• _TASK DIRECTIONS_:
In the listing that follows, tally the lines containing "names"; give the count and nothing more.

• _RECORDS TO USE_:
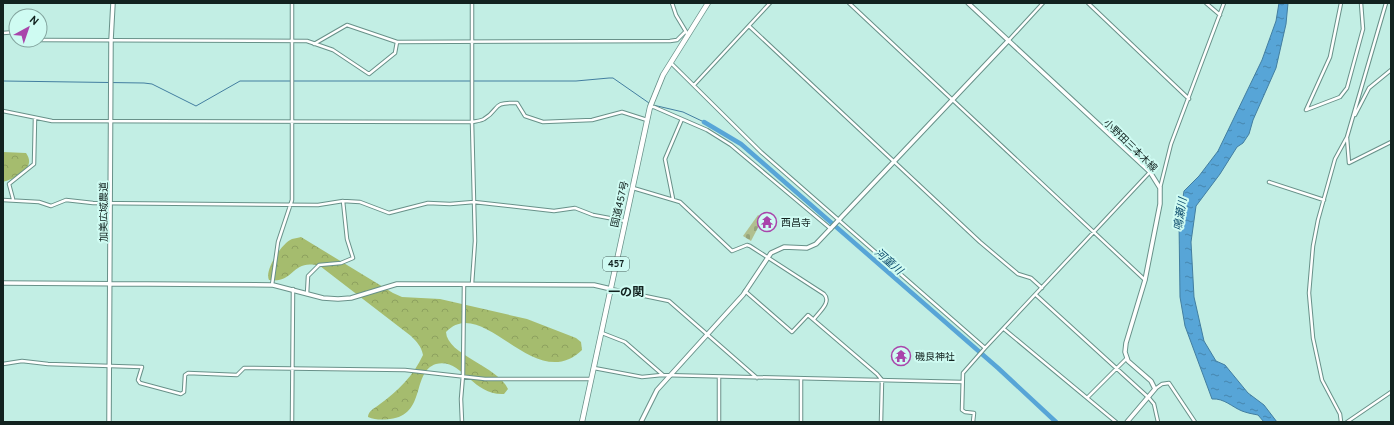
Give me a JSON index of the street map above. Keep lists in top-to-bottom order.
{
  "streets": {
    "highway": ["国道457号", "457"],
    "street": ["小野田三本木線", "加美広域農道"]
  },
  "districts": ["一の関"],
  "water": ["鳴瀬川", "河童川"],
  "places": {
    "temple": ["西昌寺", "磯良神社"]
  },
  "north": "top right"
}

---

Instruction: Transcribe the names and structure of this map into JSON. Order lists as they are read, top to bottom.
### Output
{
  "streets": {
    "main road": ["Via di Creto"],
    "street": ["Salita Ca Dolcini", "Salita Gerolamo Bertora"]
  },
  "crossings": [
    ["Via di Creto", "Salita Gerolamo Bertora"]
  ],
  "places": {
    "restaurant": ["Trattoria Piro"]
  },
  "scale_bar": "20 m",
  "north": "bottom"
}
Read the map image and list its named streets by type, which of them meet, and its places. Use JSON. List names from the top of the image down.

---

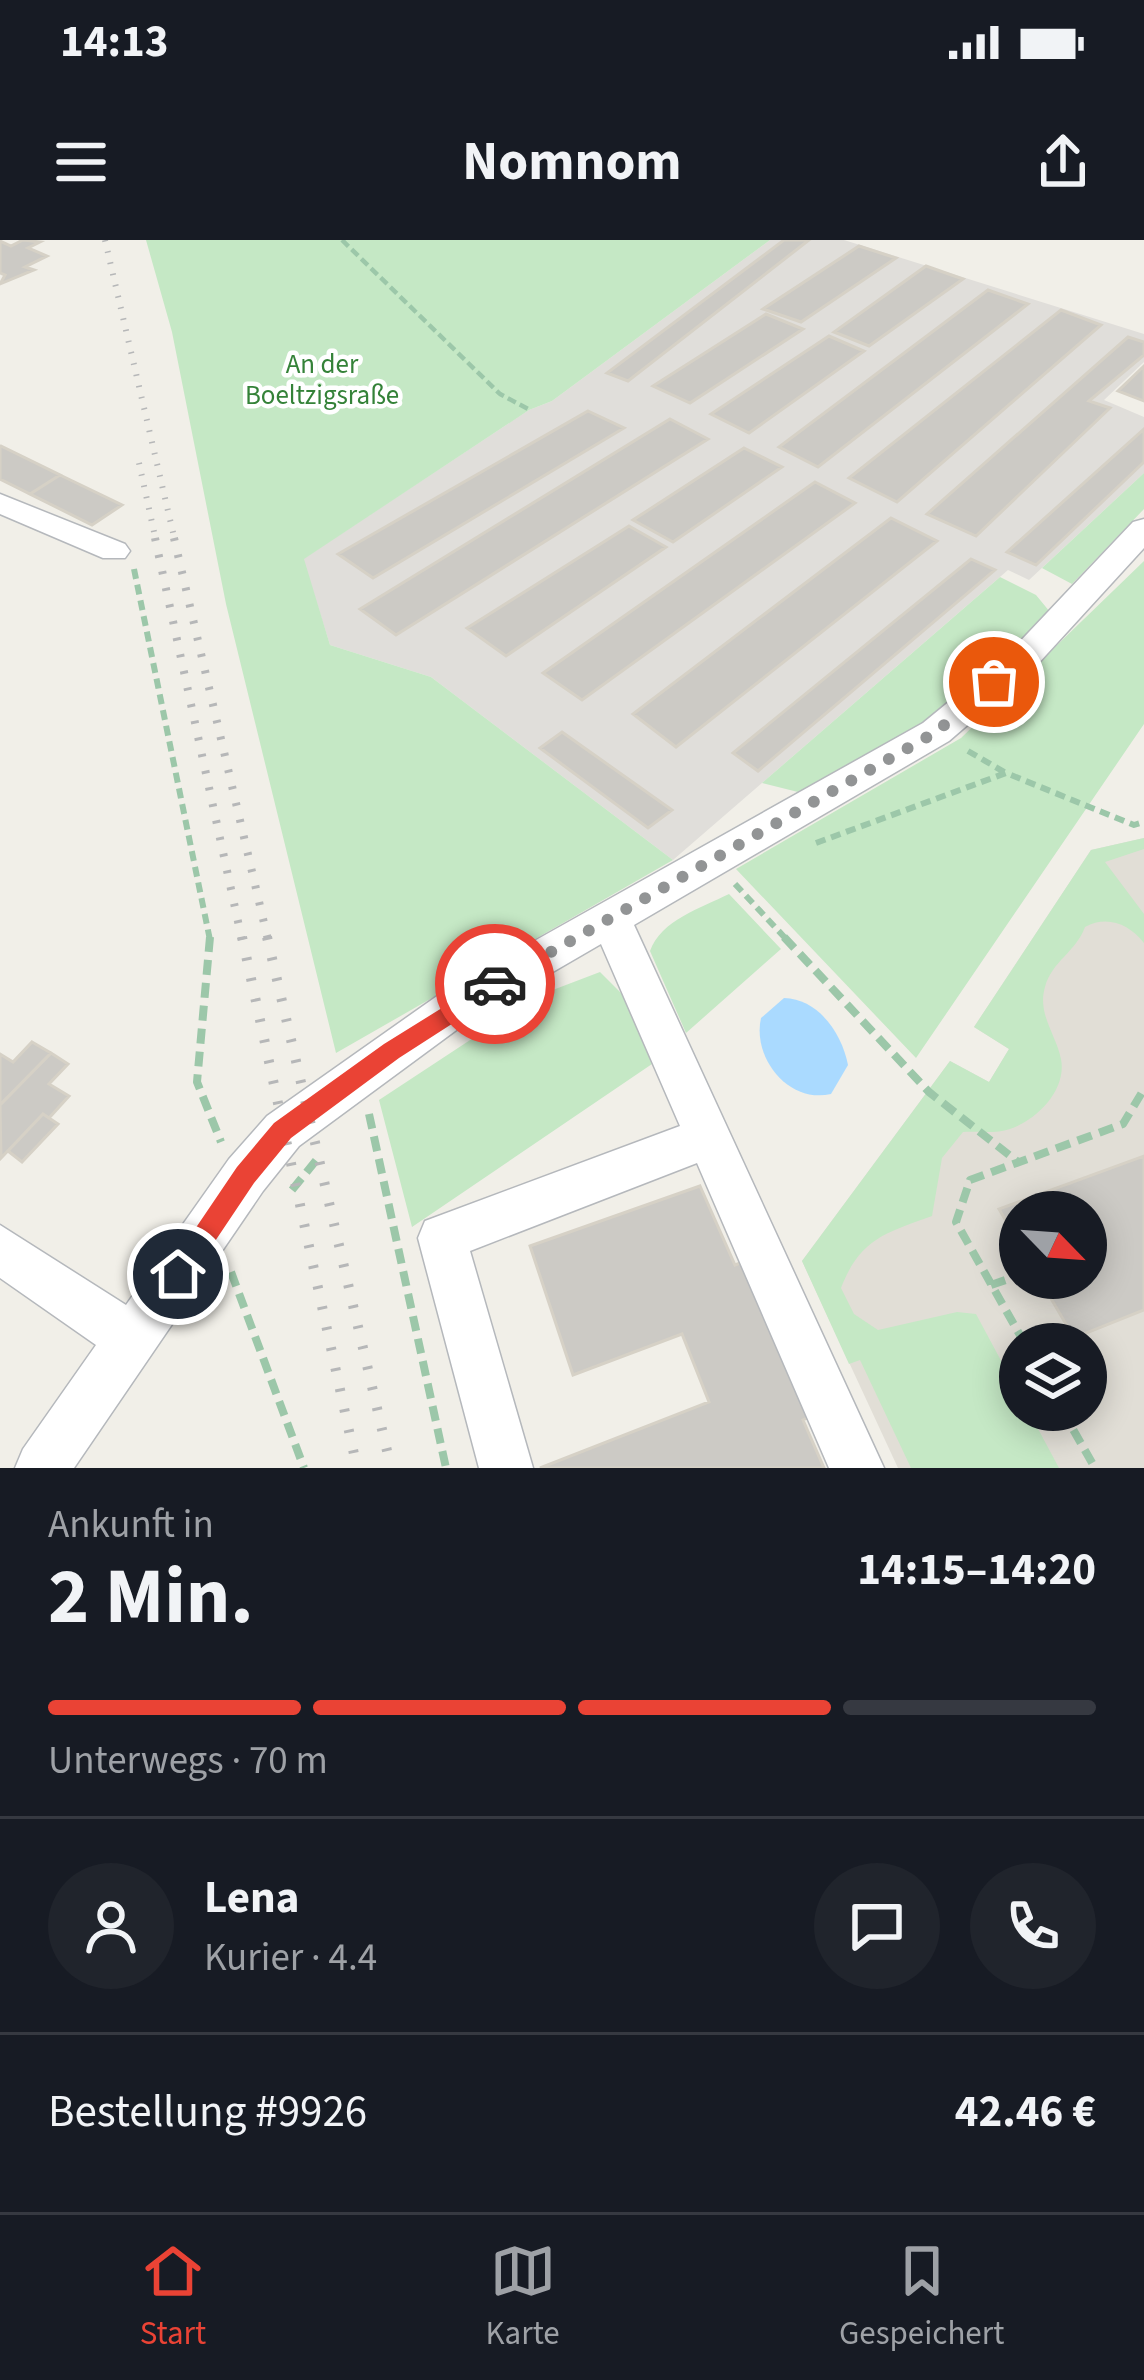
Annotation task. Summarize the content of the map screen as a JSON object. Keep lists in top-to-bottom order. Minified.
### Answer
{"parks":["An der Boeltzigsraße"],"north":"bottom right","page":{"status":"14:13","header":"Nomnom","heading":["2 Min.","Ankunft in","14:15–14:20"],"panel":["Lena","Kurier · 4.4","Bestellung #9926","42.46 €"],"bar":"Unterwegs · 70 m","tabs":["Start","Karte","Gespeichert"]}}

• _ANSWER TO THIS EXERCISE_:
2